◆ Required work
Your answer must be an exact copy of the entries, containing no images.

Segment Start: Available data

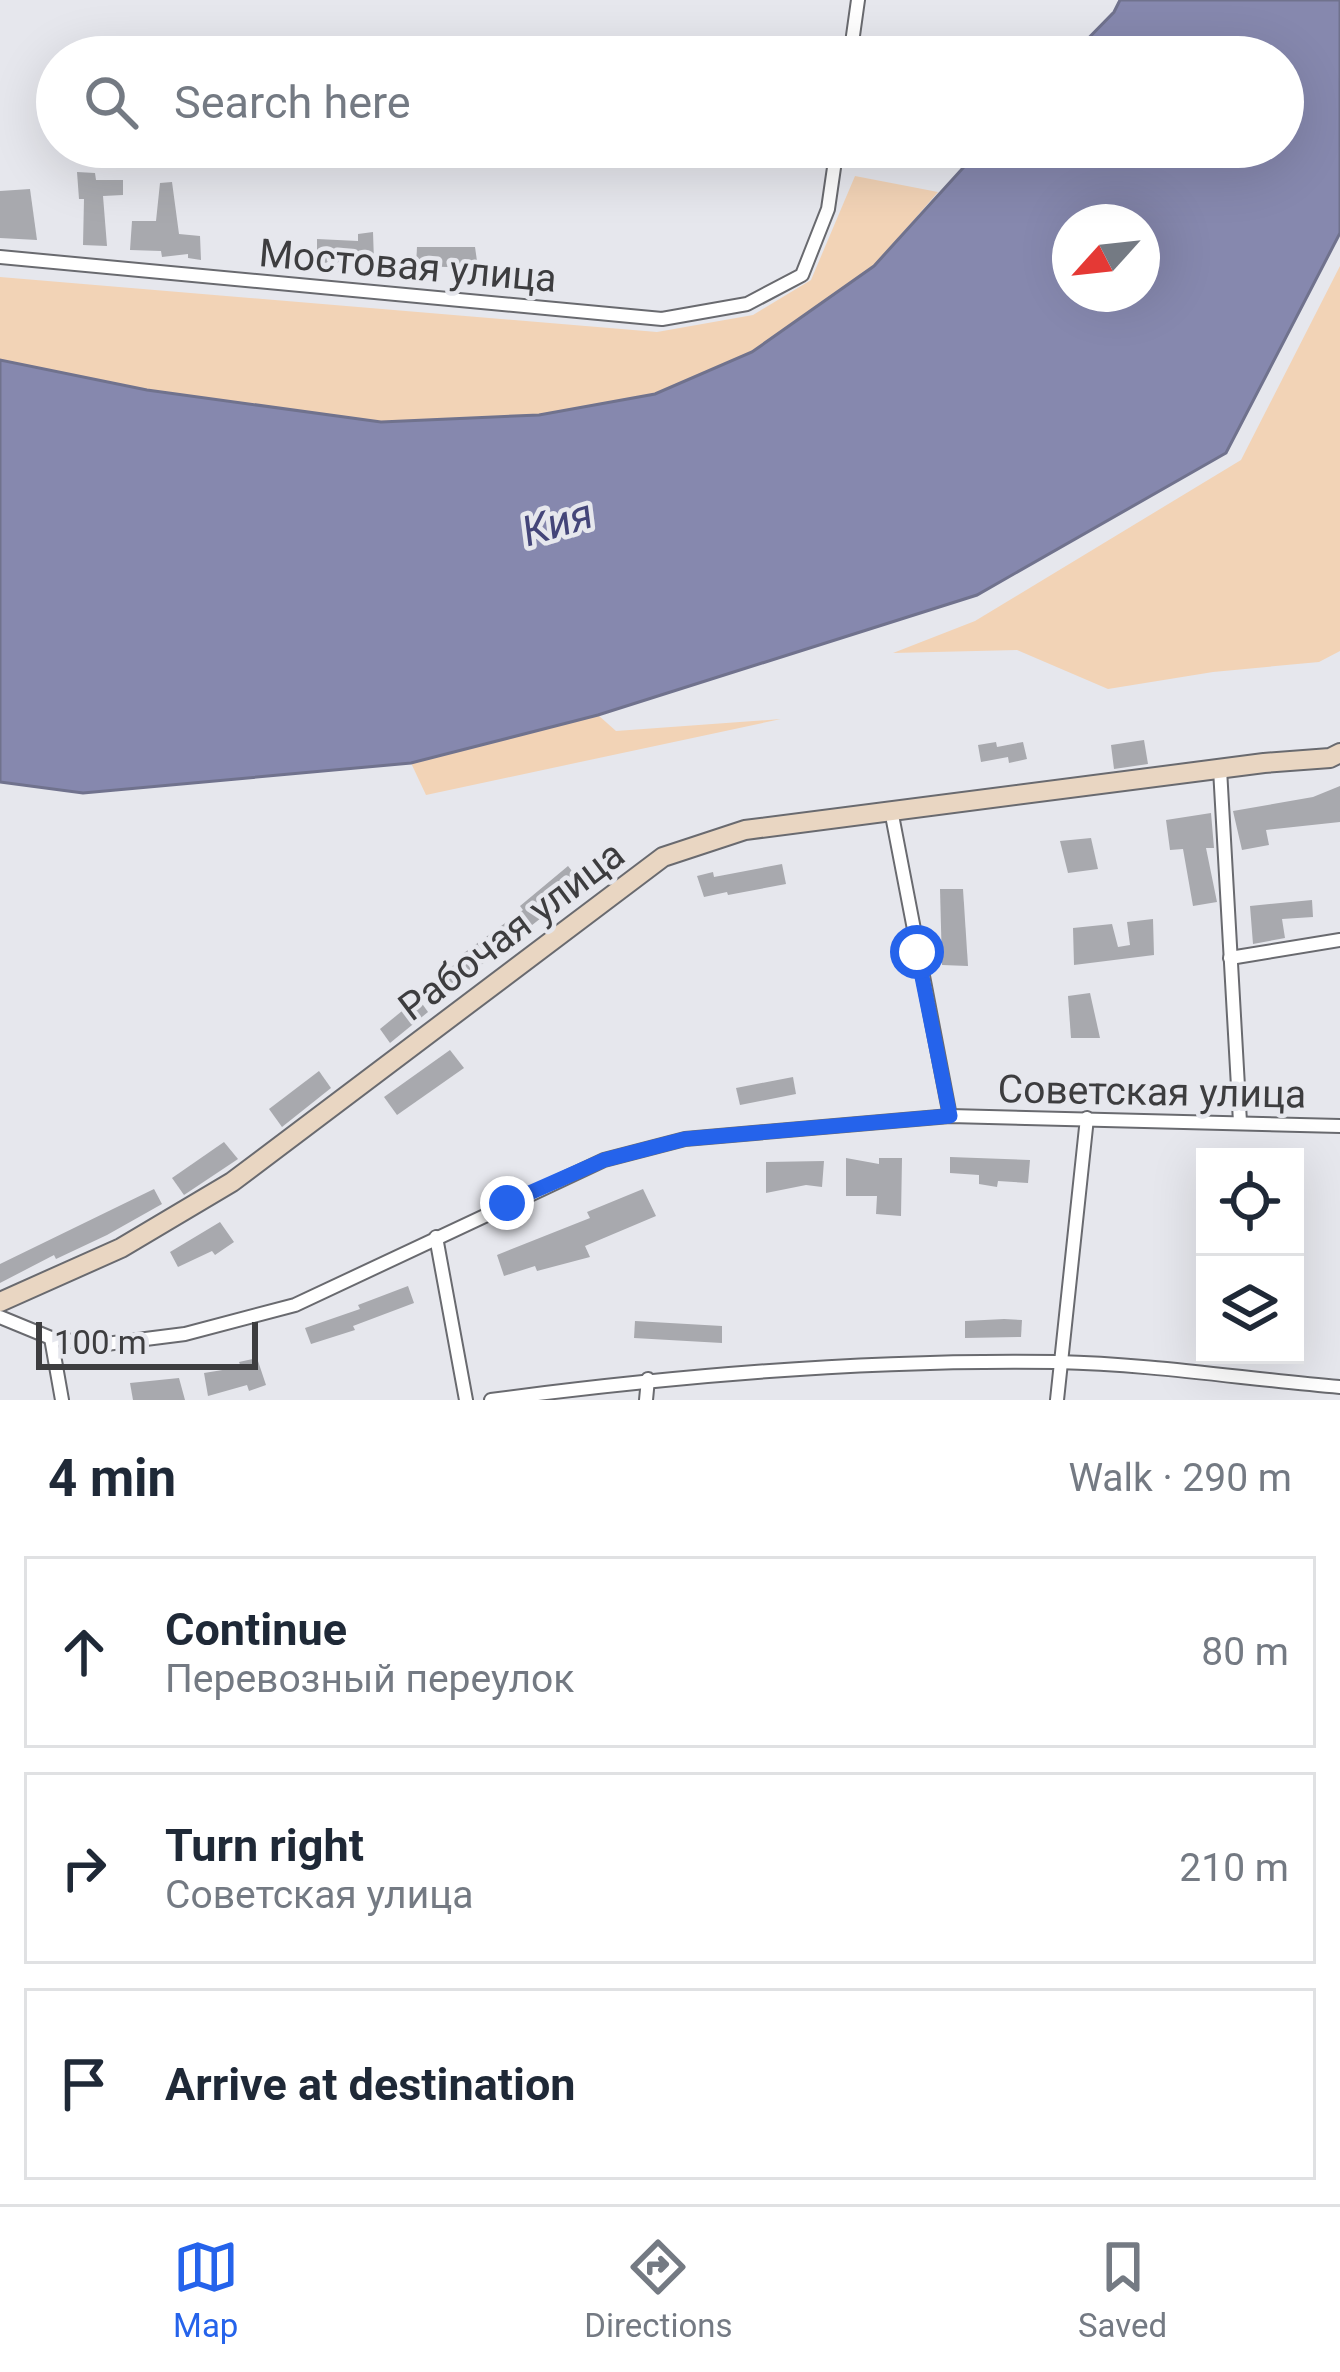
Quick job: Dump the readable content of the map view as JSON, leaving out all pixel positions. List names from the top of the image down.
{
  "streets": {
    "main road": ["Рабочая улица"],
    "street": ["Мостовая улица", "Советская улица"]
  },
  "water": ["Кия"],
  "scale_bar": "100 m",
  "north": "bottom left",
  "page": {
    "search": "Search here",
    "scale": "100 m",
    "heading": ["4 min", "Walk · 290 m"],
    "list": [
      ["Continue", "Перевозный переулок", "80 m"],
      ["Turn right", "Советская улица", "210 m"],
      "Arrive at destination"
    ],
    "nav": ["Map", "Directions", "Saved"]
  }
}
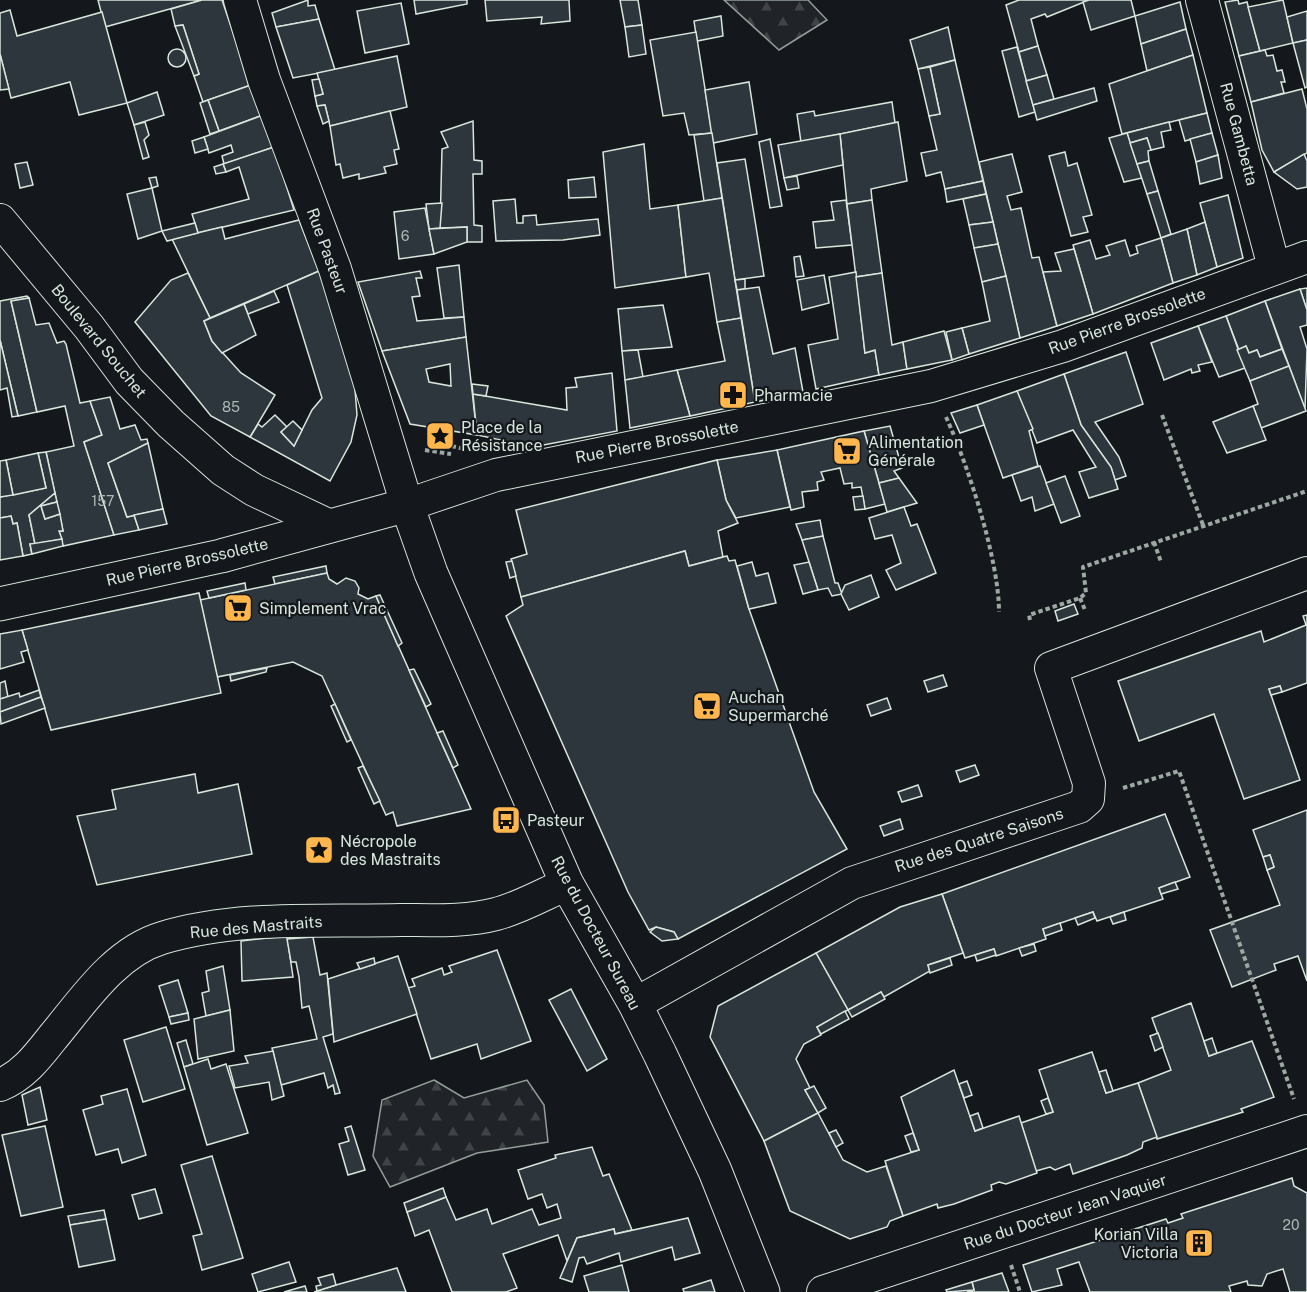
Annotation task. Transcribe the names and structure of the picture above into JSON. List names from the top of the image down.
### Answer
{
  "streets": {
    "street": [
      "Rue Gambetta",
      "Rue Pasteur",
      "Rue Pierre Brossolette",
      "Boulevard Souchet",
      "Rue des Quatre Saisons",
      "Rue des Mastraits",
      "Rue du Docteur Sureau",
      "Rue du Docteur Jean Vaquier"
    ]
  },
  "crossings": [
    ["Rue Gambetta", "Rue Pierre Brossolette"],
    ["Rue Pasteur", "Rue Pierre Brossolette"],
    ["Rue Pasteur", "Rue du Docteur Sureau"],
    ["Rue Pierre Brossolette", "Boulevard Souchet"],
    ["Rue Pierre Brossolette", "Rue du Docteur Sureau"],
    ["Rue des Quatre Saisons", "Rue du Docteur Sureau"],
    ["Rue des Mastraits", "Rue du Docteur Sureau"]
  ],
  "places": {
    "pharmacy": ["Pharmacie"],
    "place": ["Place de la Résistance", "Nécropole des Mastraits"],
    "supermarket": ["Alimentation Générale", "Simplement Vrac", "Auchan Supermarché"],
    "bus stop": ["Pasteur"],
    "building": ["Korian Villa Victoria"]
  },
  "house_numbers": [
    "6",
    "85",
    "157",
    "20"
  ]
}
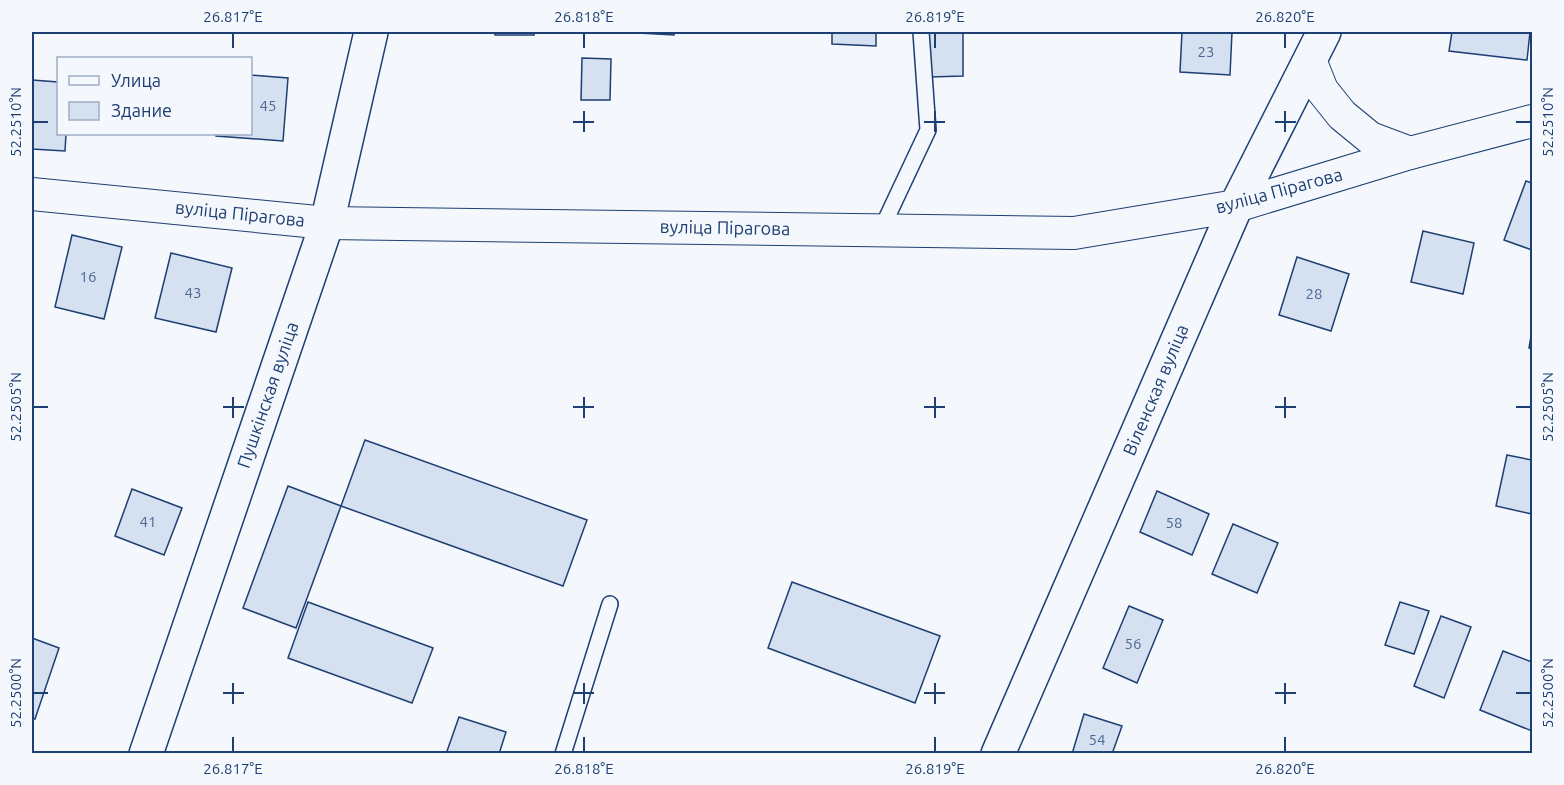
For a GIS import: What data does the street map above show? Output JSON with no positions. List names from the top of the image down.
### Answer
{
  "streets": {
    "street": ["вуліца Пірагова", "Віленская вуліца", "Пушкінская вуліца"]
  },
  "crossings": [
    ["вуліца Пірагова", "Віленская вуліца"],
    ["вуліца Пірагова", "Пушкінская вуліца"]
  ],
  "house_numbers": [
    "23",
    "45",
    "16",
    "43",
    "28",
    "41",
    "58",
    "56",
    "54"
  ],
  "legend": ["Улица", "Здание"],
  "coordinates": [
    "26.817°E",
    "26.818°E",
    "26.819°E",
    "26.820°E",
    "52.2510°N",
    "52.2505°N",
    "52.2500°N"
  ]
}
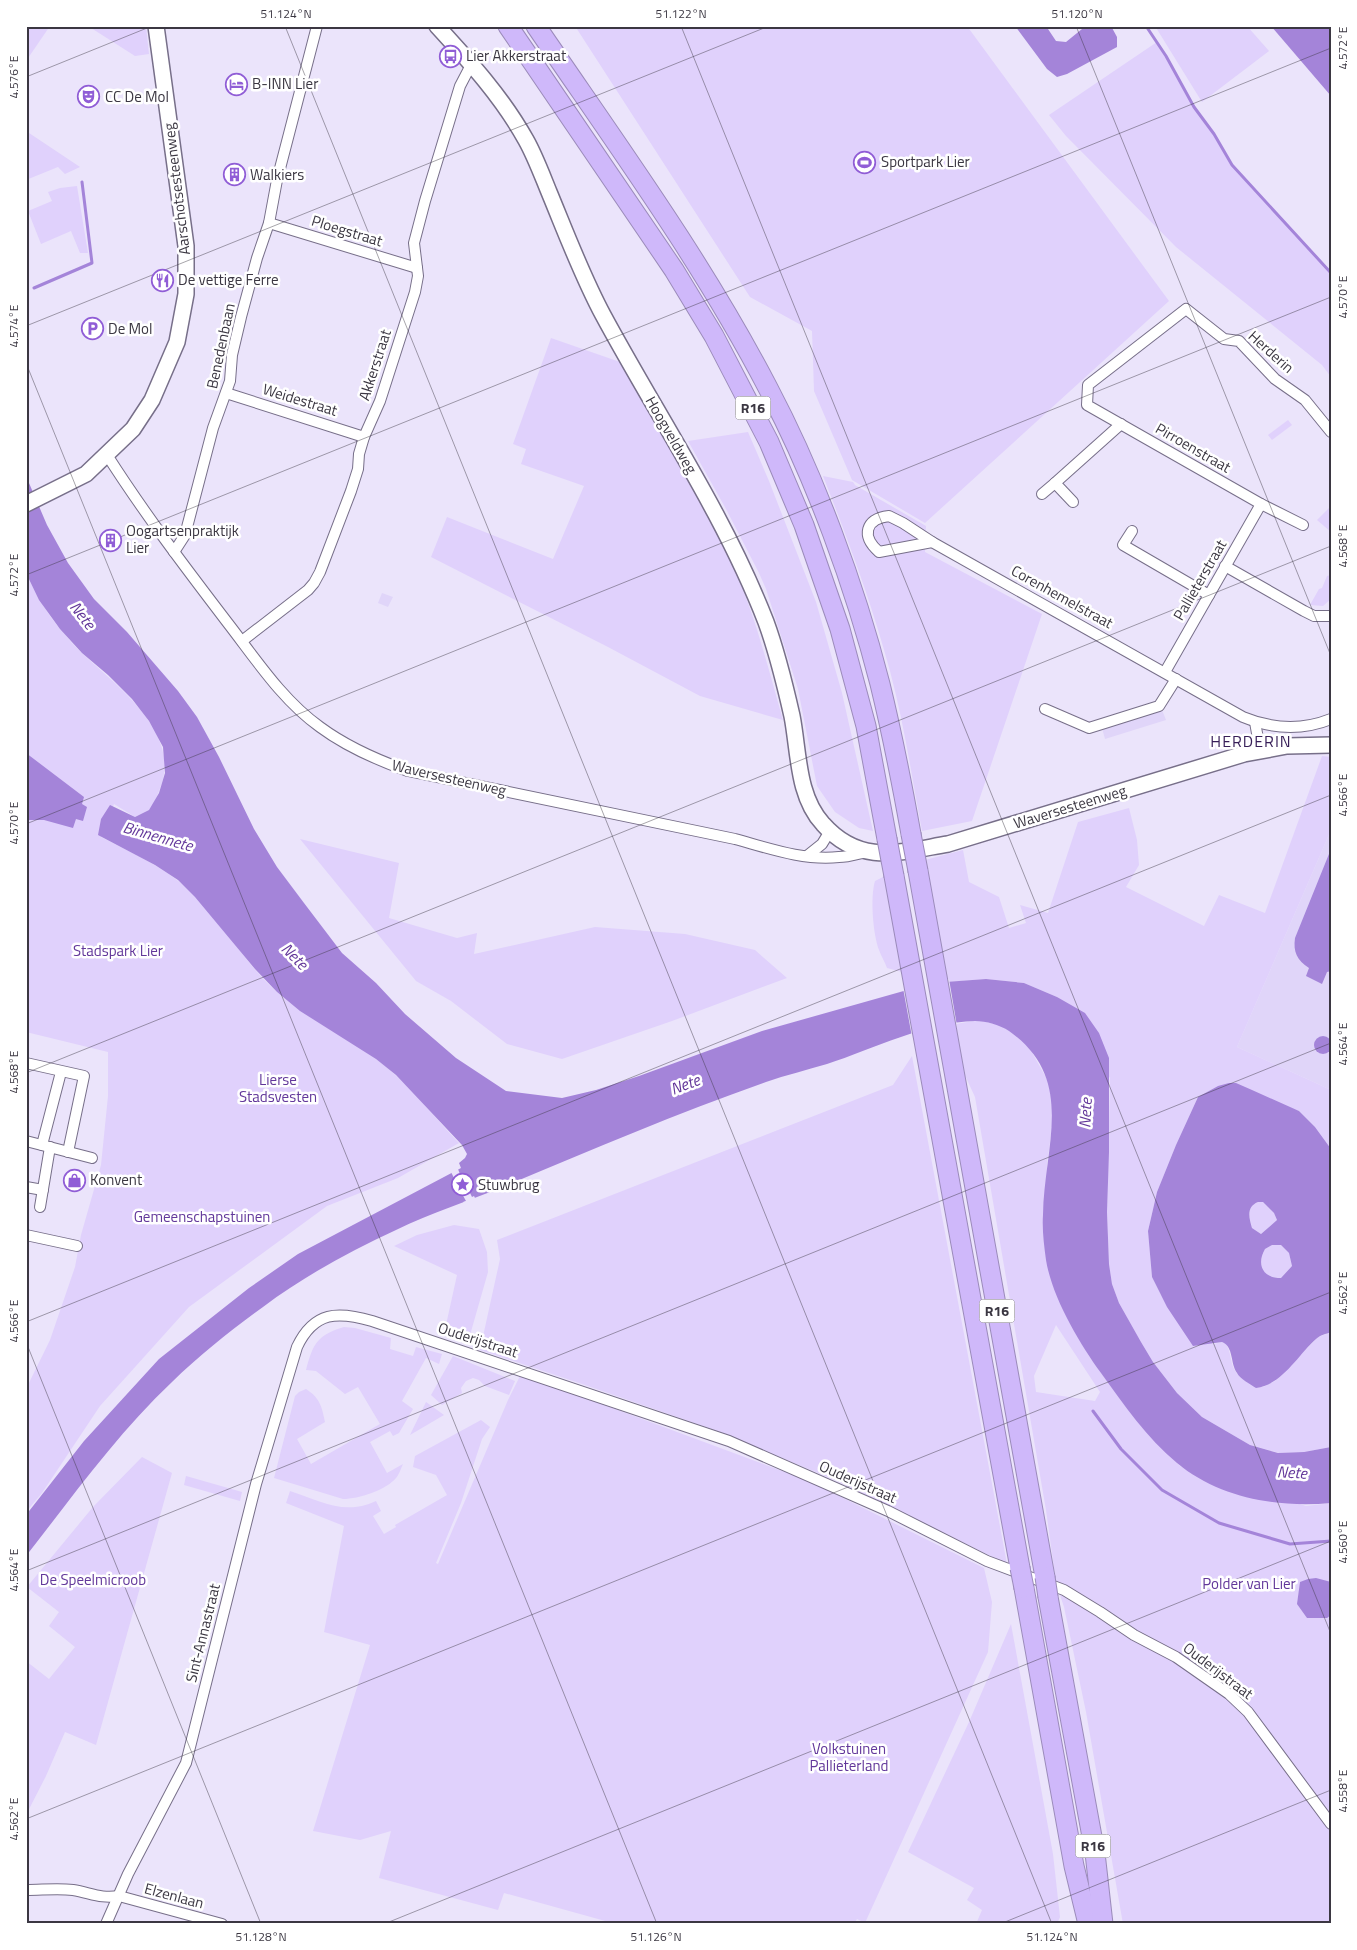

Segment End: Available data

◆ Answer to this task
Quick job: Dump the readable content of the map view as JSON, leaving out all pixel positions. List names from the top of the image down.
{
  "streets": {
    "main road": ["Рабочая улица"],
    "street": ["Мостовая улица", "Советская улица"]
  },
  "water": ["Кия"],
  "scale_bar": "100 m",
  "north": "bottom left",
  "page": {
    "search": "Search here",
    "scale": "100 m",
    "heading": ["4 min", "Walk · 290 m"],
    "list": [
      ["Continue", "Перевозный переулок", "80 m"],
      ["Turn right", "Советская улица", "210 m"],
      "Arrive at destination"
    ],
    "nav": ["Map", "Directions", "Saved"]
  }
}
Annotation task. Transcribe the names and structure of the picture above into JSON. List names from the top of the image down.
### Answer
{
  "streets": {
    "street": [
      "Rue Gambetta",
      "Rue Pasteur",
      "Rue Pierre Brossolette",
      "Boulevard Souchet",
      "Rue des Quatre Saisons",
      "Rue des Mastraits",
      "Rue du Docteur Sureau",
      "Rue du Docteur Jean Vaquier"
    ]
  },
  "crossings": [
    ["Rue Gambetta", "Rue Pierre Brossolette"],
    ["Rue Pasteur", "Rue Pierre Brossolette"],
    ["Rue Pasteur", "Rue du Docteur Sureau"],
    ["Rue Pierre Brossolette", "Boulevard Souchet"],
    ["Rue Pierre Brossolette", "Rue du Docteur Sureau"],
    ["Rue des Quatre Saisons", "Rue du Docteur Sureau"],
    ["Rue des Mastraits", "Rue du Docteur Sureau"]
  ],
  "places": {
    "pharmacy": ["Pharmacie"],
    "place": ["Place de la Résistance", "Nécropole des Mastraits"],
    "supermarket": ["Alimentation Générale", "Simplement Vrac", "Auchan Supermarché"],
    "bus stop": ["Pasteur"],
    "building": ["Korian Villa Victoria"]
  },
  "house_numbers": [
    "6",
    "85",
    "157",
    "20"
  ]
}
For a GIS import: What data does the street map above show? Output JSON with no positions. List names from the top of the image down.
### Answer
{
  "streets": {
    "street": ["вуліца Пірагова", "Віленская вуліца", "Пушкінская вуліца"]
  },
  "crossings": [
    ["вуліца Пірагова", "Віленская вуліца"],
    ["вуліца Пірагова", "Пушкінская вуліца"]
  ],
  "house_numbers": [
    "23",
    "45",
    "16",
    "43",
    "28",
    "41",
    "58",
    "56",
    "54"
  ],
  "legend": ["Улица", "Здание"],
  "coordinates": [
    "26.817°E",
    "26.818°E",
    "26.819°E",
    "26.820°E",
    "52.2510°N",
    "52.2505°N",
    "52.2500°N"
  ]
}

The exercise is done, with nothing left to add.